In the book’s telling, “During British times, political agents had expressed displeasure at the new religion for irrevocably changing traditional ways of life; in the post-independence period, many political leaders of the new Indian state saw it as a rabble-rousing faith, and thus an impediment to national integration.” It didn’t help that the two most serious movements for independence in the northeast after Indian independence were in the two most Christianized states – Nagaland and Mizoram. By the mid-1950s, foreign missionaries were thrown out of Nagaland, and the same happened in Mizoram in the 1970s.
But as the book shows, most Nagas have no regret over their acceptance and adoption of the Baptist faith. It is an identity, a badge they wear with pride. The book argues that there is now a kind of hierarchy within the tribes with those that accepted the faith first feeling superior to those that followed later.

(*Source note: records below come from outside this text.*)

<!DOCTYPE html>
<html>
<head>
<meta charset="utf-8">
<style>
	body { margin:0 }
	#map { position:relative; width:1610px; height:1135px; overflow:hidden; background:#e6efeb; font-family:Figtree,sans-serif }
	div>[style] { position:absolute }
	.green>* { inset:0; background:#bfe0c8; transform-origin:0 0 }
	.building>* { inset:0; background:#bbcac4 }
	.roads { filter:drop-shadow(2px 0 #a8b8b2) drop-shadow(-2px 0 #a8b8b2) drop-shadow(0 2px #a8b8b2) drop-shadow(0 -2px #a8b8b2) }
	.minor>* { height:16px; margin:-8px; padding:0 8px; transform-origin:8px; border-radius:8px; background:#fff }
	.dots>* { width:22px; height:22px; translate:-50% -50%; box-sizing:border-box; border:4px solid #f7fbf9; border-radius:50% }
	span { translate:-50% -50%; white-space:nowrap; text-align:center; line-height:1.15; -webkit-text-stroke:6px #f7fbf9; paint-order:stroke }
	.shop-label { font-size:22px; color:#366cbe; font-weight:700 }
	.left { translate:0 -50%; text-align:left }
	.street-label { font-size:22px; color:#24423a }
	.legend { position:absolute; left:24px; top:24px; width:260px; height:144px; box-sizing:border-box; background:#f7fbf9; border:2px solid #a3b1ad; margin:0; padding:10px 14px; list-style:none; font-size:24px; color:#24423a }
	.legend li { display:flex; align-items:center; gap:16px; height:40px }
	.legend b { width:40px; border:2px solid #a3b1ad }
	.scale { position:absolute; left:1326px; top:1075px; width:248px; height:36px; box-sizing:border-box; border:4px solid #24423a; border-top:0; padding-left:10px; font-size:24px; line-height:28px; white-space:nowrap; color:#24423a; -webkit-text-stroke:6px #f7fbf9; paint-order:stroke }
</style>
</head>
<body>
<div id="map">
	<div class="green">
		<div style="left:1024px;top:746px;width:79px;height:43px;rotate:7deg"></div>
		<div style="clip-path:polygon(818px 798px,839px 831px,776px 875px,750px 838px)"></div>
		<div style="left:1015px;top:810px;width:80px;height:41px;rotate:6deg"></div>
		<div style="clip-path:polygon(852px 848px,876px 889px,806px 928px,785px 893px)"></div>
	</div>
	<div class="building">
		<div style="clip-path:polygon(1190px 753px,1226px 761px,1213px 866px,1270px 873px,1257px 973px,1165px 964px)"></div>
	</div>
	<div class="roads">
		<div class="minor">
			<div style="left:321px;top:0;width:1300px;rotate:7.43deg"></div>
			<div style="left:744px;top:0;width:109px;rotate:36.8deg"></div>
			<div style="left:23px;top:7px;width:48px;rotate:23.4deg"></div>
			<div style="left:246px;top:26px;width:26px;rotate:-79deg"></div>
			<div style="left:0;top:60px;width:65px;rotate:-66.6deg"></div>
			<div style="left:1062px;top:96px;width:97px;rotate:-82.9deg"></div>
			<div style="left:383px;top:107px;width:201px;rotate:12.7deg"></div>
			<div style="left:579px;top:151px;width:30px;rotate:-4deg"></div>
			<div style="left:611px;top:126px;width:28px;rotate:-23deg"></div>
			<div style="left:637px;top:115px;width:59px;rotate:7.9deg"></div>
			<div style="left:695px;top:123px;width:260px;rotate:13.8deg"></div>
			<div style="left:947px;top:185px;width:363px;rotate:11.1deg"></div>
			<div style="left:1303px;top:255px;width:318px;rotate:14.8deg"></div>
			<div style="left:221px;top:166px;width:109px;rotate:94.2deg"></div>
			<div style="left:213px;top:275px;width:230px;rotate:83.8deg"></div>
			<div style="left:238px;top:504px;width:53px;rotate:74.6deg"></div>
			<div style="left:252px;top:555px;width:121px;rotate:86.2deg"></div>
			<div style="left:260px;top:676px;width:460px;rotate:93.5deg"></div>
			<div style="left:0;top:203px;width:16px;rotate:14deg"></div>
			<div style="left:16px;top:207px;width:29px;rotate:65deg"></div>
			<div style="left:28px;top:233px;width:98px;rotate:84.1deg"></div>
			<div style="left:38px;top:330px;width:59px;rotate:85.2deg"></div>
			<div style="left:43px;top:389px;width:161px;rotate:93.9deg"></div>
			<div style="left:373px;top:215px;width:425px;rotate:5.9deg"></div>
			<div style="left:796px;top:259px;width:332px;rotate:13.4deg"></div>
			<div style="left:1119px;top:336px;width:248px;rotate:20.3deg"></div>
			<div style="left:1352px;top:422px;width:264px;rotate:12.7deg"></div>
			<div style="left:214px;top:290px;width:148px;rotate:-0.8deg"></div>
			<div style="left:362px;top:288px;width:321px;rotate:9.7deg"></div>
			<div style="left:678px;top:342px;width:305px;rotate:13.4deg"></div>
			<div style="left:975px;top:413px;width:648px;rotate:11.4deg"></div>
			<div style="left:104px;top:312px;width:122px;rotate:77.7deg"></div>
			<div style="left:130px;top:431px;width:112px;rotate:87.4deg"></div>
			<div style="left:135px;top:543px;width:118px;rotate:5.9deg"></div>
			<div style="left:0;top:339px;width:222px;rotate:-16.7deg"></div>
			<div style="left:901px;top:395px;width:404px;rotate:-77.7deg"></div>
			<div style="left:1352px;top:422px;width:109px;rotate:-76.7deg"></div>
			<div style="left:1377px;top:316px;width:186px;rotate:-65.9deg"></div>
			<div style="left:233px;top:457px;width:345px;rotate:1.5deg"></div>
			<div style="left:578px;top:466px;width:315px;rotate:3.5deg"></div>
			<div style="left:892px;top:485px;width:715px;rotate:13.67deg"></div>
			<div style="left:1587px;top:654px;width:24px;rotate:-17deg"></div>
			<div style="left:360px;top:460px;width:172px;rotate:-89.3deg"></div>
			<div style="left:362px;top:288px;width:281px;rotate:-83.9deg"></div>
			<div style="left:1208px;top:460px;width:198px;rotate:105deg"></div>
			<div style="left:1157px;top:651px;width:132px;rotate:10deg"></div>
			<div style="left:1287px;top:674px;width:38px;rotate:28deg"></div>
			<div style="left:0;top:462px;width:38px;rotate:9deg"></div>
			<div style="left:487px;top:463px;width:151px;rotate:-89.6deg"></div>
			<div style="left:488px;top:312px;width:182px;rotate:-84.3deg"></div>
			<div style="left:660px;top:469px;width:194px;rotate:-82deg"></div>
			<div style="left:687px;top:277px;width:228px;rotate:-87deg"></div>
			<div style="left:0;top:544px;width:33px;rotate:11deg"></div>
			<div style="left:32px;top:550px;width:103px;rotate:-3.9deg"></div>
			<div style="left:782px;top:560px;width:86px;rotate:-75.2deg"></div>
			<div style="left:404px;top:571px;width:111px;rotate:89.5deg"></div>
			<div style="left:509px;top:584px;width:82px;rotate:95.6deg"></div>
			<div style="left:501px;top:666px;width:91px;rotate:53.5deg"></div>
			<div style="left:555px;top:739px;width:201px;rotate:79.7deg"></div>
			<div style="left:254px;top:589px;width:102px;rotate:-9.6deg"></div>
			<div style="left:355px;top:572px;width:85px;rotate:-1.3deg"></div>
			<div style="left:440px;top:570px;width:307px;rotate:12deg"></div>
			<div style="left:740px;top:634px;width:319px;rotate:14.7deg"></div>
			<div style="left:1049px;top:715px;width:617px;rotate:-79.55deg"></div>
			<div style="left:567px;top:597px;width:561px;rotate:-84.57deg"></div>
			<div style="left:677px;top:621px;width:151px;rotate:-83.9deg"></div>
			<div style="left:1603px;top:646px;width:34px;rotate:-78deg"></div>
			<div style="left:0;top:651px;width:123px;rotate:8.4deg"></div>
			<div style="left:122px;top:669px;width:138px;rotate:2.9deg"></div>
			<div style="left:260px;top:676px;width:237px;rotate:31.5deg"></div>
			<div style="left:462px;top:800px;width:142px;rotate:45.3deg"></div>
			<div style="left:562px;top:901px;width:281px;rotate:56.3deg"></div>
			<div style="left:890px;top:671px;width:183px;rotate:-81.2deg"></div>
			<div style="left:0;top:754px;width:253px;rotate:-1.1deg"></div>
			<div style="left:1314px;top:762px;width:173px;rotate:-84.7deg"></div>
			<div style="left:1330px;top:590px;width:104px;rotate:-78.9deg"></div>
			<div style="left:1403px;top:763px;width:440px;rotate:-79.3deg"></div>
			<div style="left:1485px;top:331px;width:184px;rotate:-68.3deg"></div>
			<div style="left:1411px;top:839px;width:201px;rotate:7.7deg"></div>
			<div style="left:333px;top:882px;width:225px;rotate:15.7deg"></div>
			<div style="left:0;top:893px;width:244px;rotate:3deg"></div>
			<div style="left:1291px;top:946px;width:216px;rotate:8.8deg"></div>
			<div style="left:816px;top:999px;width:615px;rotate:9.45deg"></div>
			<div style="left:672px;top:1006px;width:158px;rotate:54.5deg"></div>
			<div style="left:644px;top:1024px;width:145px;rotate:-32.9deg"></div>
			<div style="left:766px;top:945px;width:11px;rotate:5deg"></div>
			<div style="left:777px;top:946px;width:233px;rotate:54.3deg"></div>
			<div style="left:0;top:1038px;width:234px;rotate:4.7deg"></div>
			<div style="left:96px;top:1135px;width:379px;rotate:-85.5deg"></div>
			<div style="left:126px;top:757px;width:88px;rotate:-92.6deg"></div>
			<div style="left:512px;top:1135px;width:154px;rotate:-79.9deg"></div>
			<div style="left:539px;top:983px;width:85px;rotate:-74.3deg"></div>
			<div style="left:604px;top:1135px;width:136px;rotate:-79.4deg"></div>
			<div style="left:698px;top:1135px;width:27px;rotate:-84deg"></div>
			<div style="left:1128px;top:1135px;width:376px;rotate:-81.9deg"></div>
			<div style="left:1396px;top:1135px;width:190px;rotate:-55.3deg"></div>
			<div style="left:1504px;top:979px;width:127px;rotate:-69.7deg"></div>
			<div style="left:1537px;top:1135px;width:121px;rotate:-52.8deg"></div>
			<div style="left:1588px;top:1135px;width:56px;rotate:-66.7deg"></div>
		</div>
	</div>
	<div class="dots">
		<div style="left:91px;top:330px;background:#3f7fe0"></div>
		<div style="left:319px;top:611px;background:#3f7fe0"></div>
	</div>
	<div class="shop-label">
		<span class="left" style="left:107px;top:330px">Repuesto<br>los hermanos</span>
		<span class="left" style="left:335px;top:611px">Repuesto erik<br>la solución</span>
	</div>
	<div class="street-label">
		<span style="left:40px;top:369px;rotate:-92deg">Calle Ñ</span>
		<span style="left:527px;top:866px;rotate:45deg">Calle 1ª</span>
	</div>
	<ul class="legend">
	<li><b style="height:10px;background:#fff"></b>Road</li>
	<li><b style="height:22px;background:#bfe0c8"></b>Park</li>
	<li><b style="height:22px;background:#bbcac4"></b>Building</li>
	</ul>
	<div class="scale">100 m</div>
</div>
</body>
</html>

Something similar also happened in southern Manipur from where I am. It is common there to hear people talk of how villages and chiefs that welcomed the missionaries grew more prosperous over time than those that rejected or persecuted them. Curiously, the book privileges political boundaries over social and cultural ones and focuses only on the tribes of the state of Nagaland. Thus, the exploits of William Pettigrew amongst the Tangkhul Nagas and of Watkin Roberts amongst the Zo tribes in Mizoram and south Manipur, among others, remain untold.
The book also touches on the internal fractures within the Naga Baptist world, the BJP’s attempt to co-opt traditional figures like Jadonang and Rani Gaidinliu, the waning influence of traditional institutions, and the encounter between communist ideology and the Naga movement.
This is an ambitious work on a neglected area of research. It helps the reader unlearn much received wisdom. However, the book lacks thematic coherence and the chronology is hard to follow. At close to 500 pages, it looks daunting from the outside. Nevertheless, it is sure to become essential reading for anyone interested in the social history of the tribes of the northeast.
Thangkhanlal Ngaihte teaches political science at Churachandpur College, Lamka, Manipur.